The nurse looked blank and then shook her head in response to George’s succinct enquiry. ‘I only know she had a flat somewhere — well, more of a room, I think it was. She never talked much about her family or anything. Afraid I can’t help you.’

‘Damn,’ George said under her breath and hesitated, unsure what to do next.

The nurse, who had returned to her paperwork, looked up and made a face indicating sympathy. ‘You could ask ’em in HR,’ she said. ‘They might have it. Or maybe OH.’

George looked, blinked and translated. ‘HR? Oh, Human Resources. And — ?’
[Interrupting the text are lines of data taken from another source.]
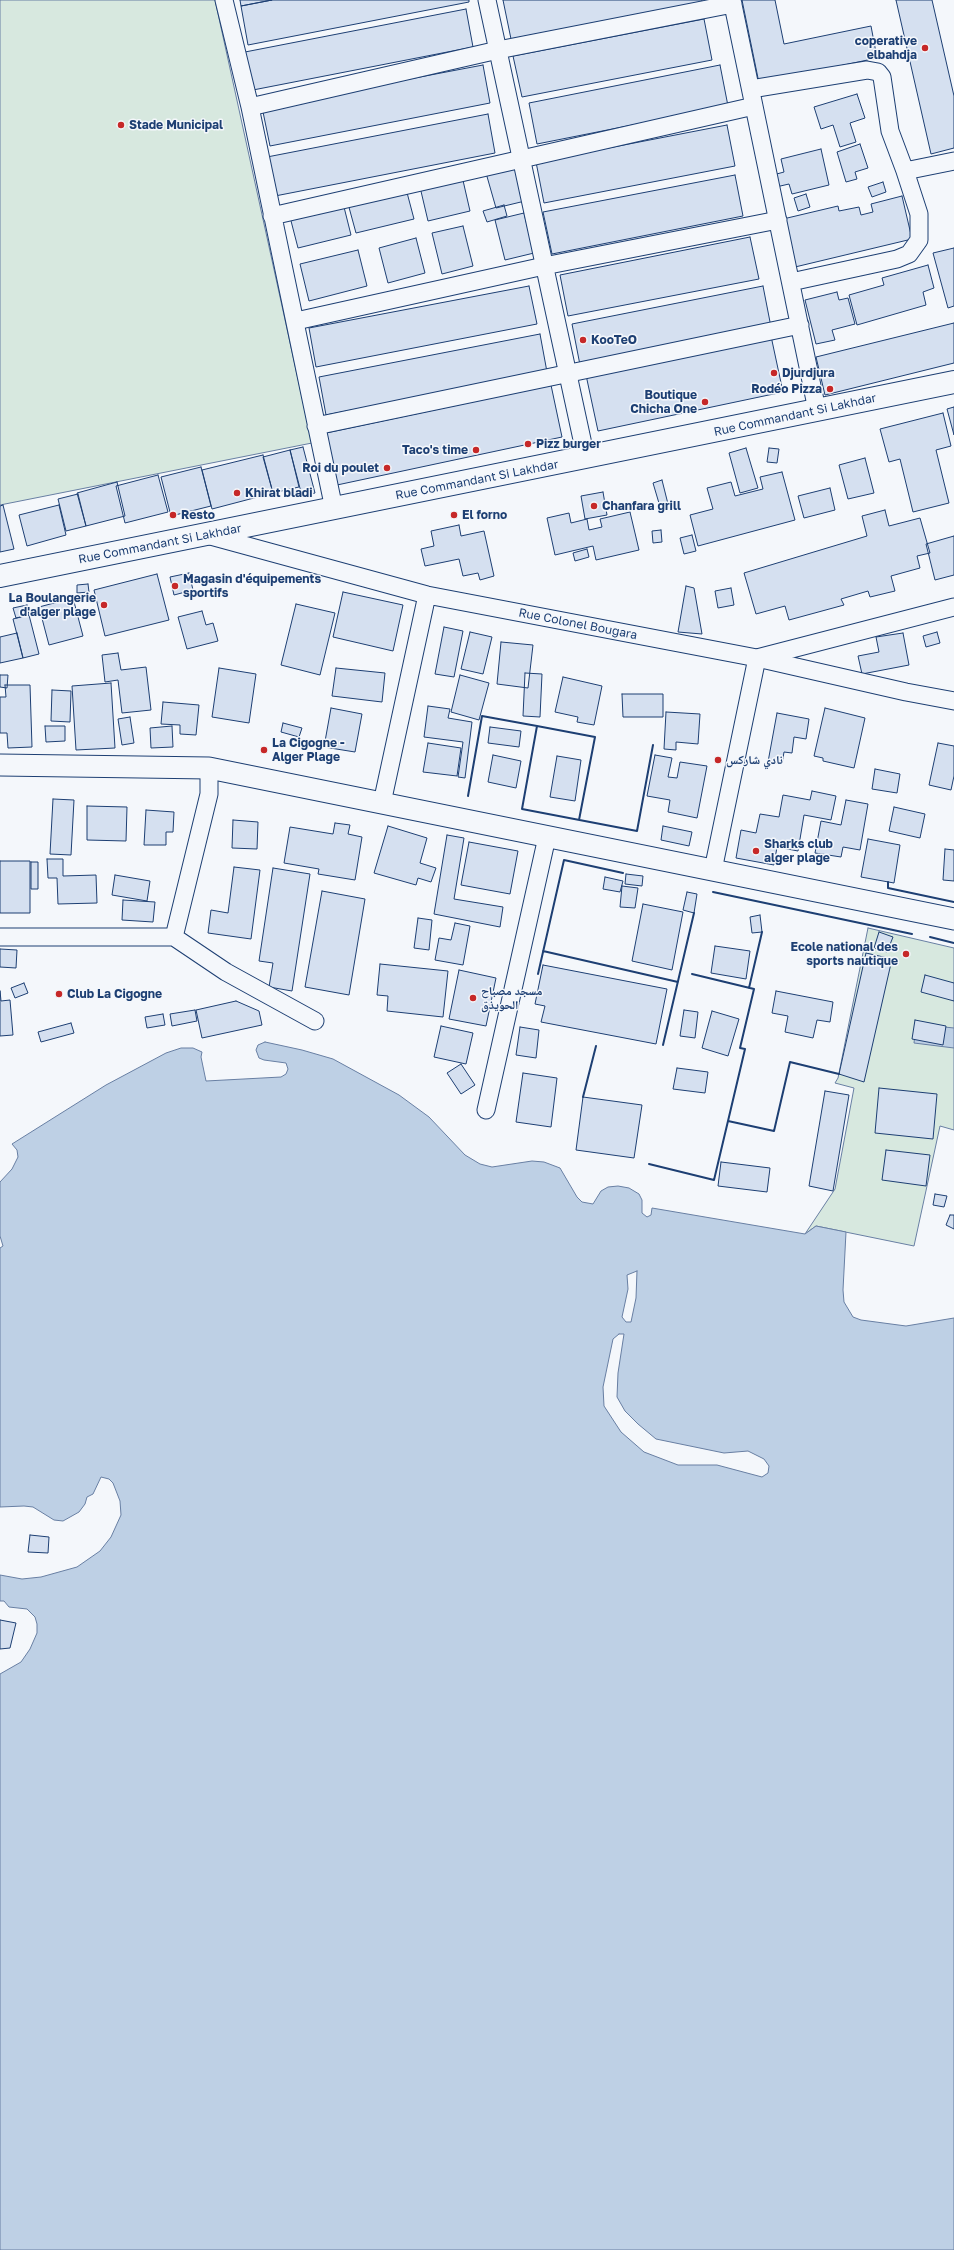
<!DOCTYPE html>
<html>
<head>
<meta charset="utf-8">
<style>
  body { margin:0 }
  canvas { display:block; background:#f4f7fb }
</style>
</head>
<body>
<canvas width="954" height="2250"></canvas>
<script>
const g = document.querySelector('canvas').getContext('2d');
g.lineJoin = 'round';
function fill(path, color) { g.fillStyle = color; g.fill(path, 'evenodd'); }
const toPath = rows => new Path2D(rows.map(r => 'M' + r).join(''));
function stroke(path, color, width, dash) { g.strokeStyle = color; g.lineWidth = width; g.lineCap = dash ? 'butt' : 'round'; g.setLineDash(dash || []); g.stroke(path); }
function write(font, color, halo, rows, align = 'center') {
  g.font = font + ' "Golos Text","Noto Naskh Arabic",sans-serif'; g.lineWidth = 3; g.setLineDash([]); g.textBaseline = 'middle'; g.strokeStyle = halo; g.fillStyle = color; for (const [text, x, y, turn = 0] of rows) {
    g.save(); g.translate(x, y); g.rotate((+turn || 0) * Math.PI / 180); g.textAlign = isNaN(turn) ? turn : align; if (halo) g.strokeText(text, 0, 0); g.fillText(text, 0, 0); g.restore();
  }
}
const green = toPath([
  [0,0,215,0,312,443,0,505,0,0],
  [868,928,954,948,954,1130,940,1126,914,1246,816,1226,805,1234,835,1189,854,1088,835,1083,838,1078,868,928]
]);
fill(green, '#d7e8df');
stroke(green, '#687fa3', 1);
const water = toPath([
  [916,1024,954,1028,954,1048,914,1043,916,1024],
  [265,1042,302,1050,333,1059,399,1095,429,1117,465,1155,480,1164,492,1167,532,1161,544,1162,560,1168,577,1197,582,1202,593,1204,601,1191,608,1187,618,1186,629,1188,639,1194,642,1200,642,1213,647,1217,651,1215,652,1208,805,1234,816,1226,846,1232,843,1290,844,1302,853,1317,861,1320,906,1326,954,1318,954,2250,0,2250,0,1674,21,1662,30,1649,37,1633,37,1624,35,1617,27,1609,9,1607,4,1601,0,1601,0,1575,22,1579,41,1577,77,1567,100,1551,111,1537,121,1515,120,1501,113,1483,109,1479,101,1477,93,1494,87,1497,85,1504,79,1512,63,1521,54,1520,33,1507,24,1506,0,1507,0,1248,3,1246,0,1236,0,1182,12,1169,18,1157,17,1150,12,1144,106,1085,166,1053,181,1048,193,1048,202,1052,201,1057,206,1081,281,1077,286,1074,288,1069,286,1063,264,1060,259,1058,256,1050,258,1045,265,1042]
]);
fill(water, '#bed0e5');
stroke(water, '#687fa3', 1);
const pier = toPath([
  [637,1271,636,1298,631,1322,626,1322,622,1317,628,1289,627,1275,637,1271],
  [619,1334,624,1334,618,1373,617,1397,625,1411,638,1424,656,1439,724,1453,748,1451,764,1459,769,1466,768,1473,762,1477,717,1465,678,1465,644,1452,621,1432,604,1406,603,1387,613,1339,619,1334]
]);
fill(pier, '#f4f7fb');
stroke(pier, '#687fa3', 1);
const building = toPath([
  [240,0,272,0,241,6,240,0],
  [272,0,469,0,469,2,248,45,241,6,272,0],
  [503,0,702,0,702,2,511,39,503,0],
  [742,0,775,0,784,44,871,26,877,58,759,83,742,0],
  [896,0,932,0,954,96,954,148,931,154,896,0],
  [466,9,473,47,253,90,245,52,466,9],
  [704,19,712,60,522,97,513,56,704,19],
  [483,65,490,103,270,146,262,107,483,65],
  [720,65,728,106,537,144,529,103,720,65],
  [857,94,865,118,850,123,856,142,840,147,833,125,821,129,814,107,857,94],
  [488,114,495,153,275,196,267,157,488,114],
  [727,125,735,166,544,203,536,162,727,125],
  [860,144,868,168,855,172,857,179,846,182,837,152,860,144],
  [821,149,829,185,792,194,789,184,776,187,773,175,784,172,781,159,821,149],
  [516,165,525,201,496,208,486,173,516,165],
  [735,175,743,216,552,254,543,212,735,175],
  [462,176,470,211,428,221,420,187,462,176],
  [883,182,886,192,872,197,868,187,883,182],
  [405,185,414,219,356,233,347,200,405,185],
  [806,194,810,207,798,211,794,198,806,194],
  [902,196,912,239,795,267,783,219,838,206,839,211,859,207,861,215,873,212,871,204,902,196],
  [343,203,351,235,298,248,290,217,343,203],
  [504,205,507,216,487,222,483,211,504,205],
  [524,213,534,253,505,260,495,220,524,213],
  [463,226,473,266,442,274,432,233,463,226],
  [750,237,759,279,568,316,560,275,750,237],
  [416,238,425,273,388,283,379,248,416,238],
  [954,248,954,306,948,308,933,253,954,248],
  [358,250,367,286,309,301,300,264,358,250],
  [928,265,934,288,923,292,926,305,857,325,849,295,884,285,882,278,928,265],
  [529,286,537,324,316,367,309,328,529,286],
  [763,286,771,327,580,365,572,324,763,286],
  [837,292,839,300,848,298,855,324,832,330,835,340,816,344,805,300,837,292],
  [954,323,954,363,825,395,816,357,954,323],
  [540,334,547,372,326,415,319,377,540,334],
  [771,336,783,392,598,431,586,375,771,336],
  [551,385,562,437,337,485,326,433,551,385],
  [954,407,954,435,947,409,954,407],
  [943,413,951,446,936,450,949,503,913,512,900,459,889,462,880,429,943,413],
  [303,447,315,493,302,496,290,450,303,447],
  [746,448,758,488,740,493,729,453,746,448],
  [769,448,779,449,777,463,767,462,769,448],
  [290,450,299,487,273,493,263,457,290,450],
  [263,455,273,493,212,509,202,470,263,455],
  [865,458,874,493,848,499,839,465,865,458],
  [201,467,211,506,171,516,161,477,201,467],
  [782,472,795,520,698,546,690,515,713,509,707,488,731,482,735,496,763,489,760,477,782,472],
  [158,475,168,512,125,523,116,486,158,475],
  [662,480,669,508,661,510,653,483,662,480],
  [117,482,125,516,86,526,77,493,117,482],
  [830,488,835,510,804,518,798,496,830,488],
  [603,492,607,515,585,519,581,496,603,492],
  [78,494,86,526,66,531,58,499,78,494],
  [3,505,14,549,0,552,0,506,3,505],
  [59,505,66,535,27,546,19,515,59,505],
  [885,510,889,526,920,518,930,553,917,556,920,568,891,576,895,591,870,597,868,591,841,599,844,605,789,620,785,606,756,614,744,573,867,536,862,516,885,510],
  [630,512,639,550,596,560,593,546,555,555,547,518,569,513,571,523,587,519,589,530,602,527,600,519,630,512],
  [459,525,461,536,484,531,494,576,480,580,478,573,463,576,459,559,425,566,421,549,434,546,431,531,459,525],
  [661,530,662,542,653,543,652,531,661,530],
  [692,535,696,551,684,554,680,538,692,535],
  [954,536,954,575,935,580,926,544,954,536],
  [587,549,589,557,575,561,573,553,587,549],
  [189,573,193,590,174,595,170,577,189,573],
  [157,574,169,620,105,636,94,590,157,574],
  [88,584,89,592,77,593,77,585,88,584],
  [686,586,694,588,702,634,678,632,686,586],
  [731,588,734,605,718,608,715,591,731,588],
  [343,592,403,605,393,651,333,637,343,592],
  [73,598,83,636,49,645,39,607,73,598],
  [296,604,335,613,320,675,281,665,296,604],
  [27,605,29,615,16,618,13,608,27,605],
  [202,611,206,625,213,623,218,641,187,649,178,617,202,611],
  [29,615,39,654,23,658,13,619,29,615],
  [444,627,463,631,454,677,435,674,444,627],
  [470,632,492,637,483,674,461,669,470,632],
  [937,632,940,643,926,647,923,636,937,632],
  [17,633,23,658,0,663,0,637,17,633],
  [903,633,909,665,862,674,858,656,879,652,876,637,903,633],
  [501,642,533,645,528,688,497,684,501,642],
  [118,653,121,670,146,667,151,710,122,713,118,680,105,682,102,655,118,653],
  [219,668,256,674,249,723,212,717,219,668],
  [336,668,385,673,382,702,332,696,336,668],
  [525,673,542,674,540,717,523,716,525,673],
  [0,675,8,675,7,688,0,687,0,675],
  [460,675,489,683,479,720,451,712,460,675],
  [563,677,602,686,594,725,577,722,578,717,555,712,563,677],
  [111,683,115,748,76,750,72,686,111,683],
  [5,685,30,685,32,747,8,748,7,733,0,733,0,697,6,697,5,685],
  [52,690,71,691,70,722,51,721,52,690],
  [622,694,663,694,663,717,623,717,622,694],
  [163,702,199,705,196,735,180,734,180,725,161,724,163,702],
  [428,706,450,709,448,718,472,722,465,778,458,777,463,742,424,737,428,706],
  [331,708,362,714,355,752,324,747,331,708],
  [825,708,865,718,854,768,823,761,823,758,814,756,825,708],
  [666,712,700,714,698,744,676,742,676,750,664,749,666,712],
  [777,713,809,719,806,739,794,737,792,753,784,752,782,764,768,762,777,713],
  [130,717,134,743,122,745,118,719,130,717],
  [283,723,302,728,299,737,281,732,283,723],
  [45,726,65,726,65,741,46,742,45,726],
  [172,726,173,747,151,748,150,728,172,726],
  [490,727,521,731,519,747,488,743,490,727],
  [428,743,461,748,457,776,423,772,428,743],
  [938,743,954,746,954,776,951,790,929,785,938,743],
  [493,755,521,761,516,788,488,782,493,755],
  [655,755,672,758,668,777,677,778,680,762,707,766,697,818,668,812,670,800,647,796,655,755],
  [557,756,581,760,575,801,550,797,557,756],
  [875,769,900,774,897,793,872,789,875,769],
  [812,791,836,796,831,820,804,815,798,851,777,847,774,865,736,858,741,830,756,833,760,814,779,817,783,795,810,800,812,791],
  [53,799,74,800,71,855,50,854,53,799],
  [846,800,868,804,860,850,843,847,841,857,815,853,821,821,841,825,846,800],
  [87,806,127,807,126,841,87,840,87,806],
  [894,807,925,814,920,838,889,831,894,807],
  [146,810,174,812,173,832,166,832,166,845,144,845,146,810],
  [233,820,258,822,257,849,232,848,233,820],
  [335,823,350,825,348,834,362,837,355,880,318,874,319,869,284,863,290,827,333,834,335,823],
  [388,826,427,838,420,863,436,868,431,882,418,878,416,885,374,873,388,826],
  [663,826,692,832,689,846,661,840,663,826],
  [447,835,464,838,454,899,503,907,500,927,434,914,447,835],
  [868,839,900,845,894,883,861,877,868,839],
  [469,842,518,851,510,894,461,885,469,842],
  [945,849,954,850,954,881,943,880,945,849],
  [47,859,63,859,63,876,96,875,97,903,58,904,57,878,48,878,47,859],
  [0,861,30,861,30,913,0,913,0,861],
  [31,862,38,862,38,889,31,889,31,862],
  [234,867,260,870,251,939,208,933,211,910,228,913,234,867],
  [273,868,310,874,292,991,269,987,273,963,259,961,273,868],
  [626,874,643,876,642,886,625,884,626,874],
  [115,875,150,881,147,901,112,895,115,875],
  [605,877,623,881,620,892,603,889,605,877],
  [622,886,638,888,635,908,620,907,622,886],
  [322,891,365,899,349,995,305,987,322,891],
  [687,892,697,894,694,913,683,910,687,892],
  [123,900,155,902,153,922,122,920,123,900],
  [643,904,683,912,672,970,632,961,643,904],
  [760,915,762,932,752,933,750,917,760,915],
  [418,918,432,920,429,950,414,948,418,918],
  [455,923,470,926,463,965,435,960,439,938,451,940,455,923],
  [879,932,893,937,887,952,874,948,879,932],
  [715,946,750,951,746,979,711,973,715,946],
  [0,949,17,950,16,968,0,967,0,949],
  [866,953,892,959,864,1082,839,1074,866,953],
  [380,964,448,971,443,1017,387,1011,388,996,377,995,380,964],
  [543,965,667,989,656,1044,541,1022,545,1006,535,1004,543,965],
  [459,970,496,978,486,1026,449,1019,459,970],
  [925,975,954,983,954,1001,921,992,925,975],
  [24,983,28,993,15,998,11,988,24,983],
  [0,991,1,1001,10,1000,13,1035,0,1036,0,991],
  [776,991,833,1002,830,1022,817,1020,813,1038,785,1032,788,1016,772,1013,776,991],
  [236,1001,259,1011,262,1025,202,1038,196,1010,236,1001],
  [195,1010,197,1021,172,1026,170,1014,195,1010],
  [684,1010,698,1012,695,1038,680,1036,684,1010],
  [712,1011,739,1019,728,1056,702,1048,712,1011],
  [163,1014,165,1025,147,1028,145,1017,163,1014],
  [915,1020,946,1026,943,1045,912,1039,915,1020],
  [71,1023,74,1033,41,1042,38,1032,71,1023],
  [441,1026,473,1033,466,1064,434,1057,441,1026],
  [520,1027,539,1030,536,1058,516,1055,520,1027],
  [461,1064,475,1085,461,1094,447,1073,461,1064],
  [677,1068,708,1072,705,1093,673,1089,677,1068],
  [523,1073,557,1078,551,1127,516,1122,523,1073],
  [879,1088,937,1094,933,1139,875,1133,879,1088],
  [825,1091,849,1095,833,1191,809,1186,825,1091],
  [583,1097,642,1105,634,1158,576,1150,583,1097],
  [886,1150,930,1155,926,1186,882,1180,886,1150],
  [721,1162,770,1168,767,1192,718,1186,721,1162],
  [935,1194,947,1196,944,1207,933,1205,935,1194],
  [950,1215,954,1215,954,1229,946,1225,950,1215],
  [30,1535,49,1537,48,1553,28,1552,30,1535],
  [0,1620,16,1623,10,1648,0,1649,0,1620]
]);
fill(building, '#d5e0f0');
stroke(building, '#1d3f73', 1);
const minor = toPath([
  [224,0,250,107,334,509],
  [487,0,586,458],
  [732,0,817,410],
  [751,89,867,70,878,72,882,77,890,131,905,171,954,161],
  [250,107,498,50,733,4],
  [272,216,754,106],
  [791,282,897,259,909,254,919,240,919,214,905,171],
  [296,321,544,266,778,220],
  [316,426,800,325],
  [207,535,427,595,757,658,906,692,954,701],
  [382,803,427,595],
  [713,870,757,658,954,607],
  [0,937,174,937,226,972,315,1021],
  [174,937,209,794,209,768],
  [486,1110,547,837]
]);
const tertiary = toPath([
  [0,765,209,768,954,919]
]);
const secondary = toPath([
  [0,576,954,382]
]);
stroke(minor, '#1d3f73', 19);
stroke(tertiary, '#1d3f73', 23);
stroke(secondary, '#1d3f73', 24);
stroke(minor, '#f4f7fb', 17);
stroke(tertiary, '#f4f7fb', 21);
stroke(secondary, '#f4f7fb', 22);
stroke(toPath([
  [537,726,595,737,579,820],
  [468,796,482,716,537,726,522,809,637,831,653,745],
  [888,882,888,888,954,902],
  [713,892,912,934],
  [930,937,954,943],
  [543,951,678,982],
  [538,974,564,860,623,873],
  [692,974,754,989,740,1048,745,1049,728,1121,774,1131,790,1062,839,1074],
  [749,988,762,932],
  [663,1045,694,913],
  [583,1097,596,1046],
  [649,1164,714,1180,728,1121]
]), '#1d3f73', 2);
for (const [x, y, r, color] of [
  [925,48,4,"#c62828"],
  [121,125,4,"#c62828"],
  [583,340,4,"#c62828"],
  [774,373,4,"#c62828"],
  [830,389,4,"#c62828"],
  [705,402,4,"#c62828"],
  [528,444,4,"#c62828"],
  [476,450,4,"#c62828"],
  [387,468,4,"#c62828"],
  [237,493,4,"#c62828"],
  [594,506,4,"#c62828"],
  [173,515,4,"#c62828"],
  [454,515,4,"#c62828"],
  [175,586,4,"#c62828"],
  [104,605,4,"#c62828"],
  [264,750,4,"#c62828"],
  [718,760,4,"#c62828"],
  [756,851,4,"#c62828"],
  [906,954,4,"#c62828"],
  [59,994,4,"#c62828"],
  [473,998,4,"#c62828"]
]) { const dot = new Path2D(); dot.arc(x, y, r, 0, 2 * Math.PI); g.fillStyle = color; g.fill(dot); stroke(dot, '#f4f7fb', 1.5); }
write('bold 12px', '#1d3f73', '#f4f7fb', [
  ["coperative",917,41,"right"],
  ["elbahdja",917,55,"right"],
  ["Stade Municipal",129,125],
  ["KooTeO",591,340],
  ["Djurdjura",782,373],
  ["Rodéo Pizza",822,389,"right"],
  ["Boutique",697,395,"right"],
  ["Chicha One",697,409,"right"],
  ["Pizz burger",536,444],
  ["Taco's time",468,450,"right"],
  ["Roi du poulet",379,468,"right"],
  ["Khirat bladi",245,493],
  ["Chanfara grill",602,506],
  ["Resto",181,515],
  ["El forno",462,515],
  ["Magasin d'équipements",183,579],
  ["sportifs",183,593],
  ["La Boulangerie",96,598,"right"],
  ["d'alger plage",96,612,"right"],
  ["La Cigogne -",272,743],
  ["Alger Plage",272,757],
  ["نادي شاركس",726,760],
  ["Sharks club",764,844],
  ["alger plage",764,858],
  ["Ecole national des",898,947,"right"],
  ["sports nautique",898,961,"right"],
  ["مسجد مصباح",481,991],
  ["الحويذق",481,1005],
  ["Club La Cigogne",67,994]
], 'left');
write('12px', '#1d3f73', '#f4f7fb', [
  ["Rue Commandant Si Lakhdar",795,415,-12],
  ["Rue Commandant Si Lakhdar",477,480,-11],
  ["Rue Commandant Si Lakhdar",160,544,-11],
  ["Rue Colonel Bougara",578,624,11]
]);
</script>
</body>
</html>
‘Occupational Health. Those two know most about our backgrounds. I mean, they don’t tell everyone what they want to know but if you’ve got a good reason — and she is dead, poor thing, after all …’ She returned seriously to her paperwork now and George turned to go, grateful for the ideas.

‘Thanks, nurse, and please tell Dr Zacharius I had to go off, will you? On an urgent call.’

‘Will do,’ the girl said absently, and George escaped, hurrying to make sure Zack couldn’t follow her. There was no reason why he shouldn’t know what she was after; but the one thing she didn’t want was him to offer to accompany her on her searches. She knew that once he got such a notion into
his head it would be hard to dislodge; and this was definitely something she’d have to do alone.

It was a particularly new young clerk in HR who helped her. She looked anxious when George asked cautiously to see Nurse Pamela Frean’s file.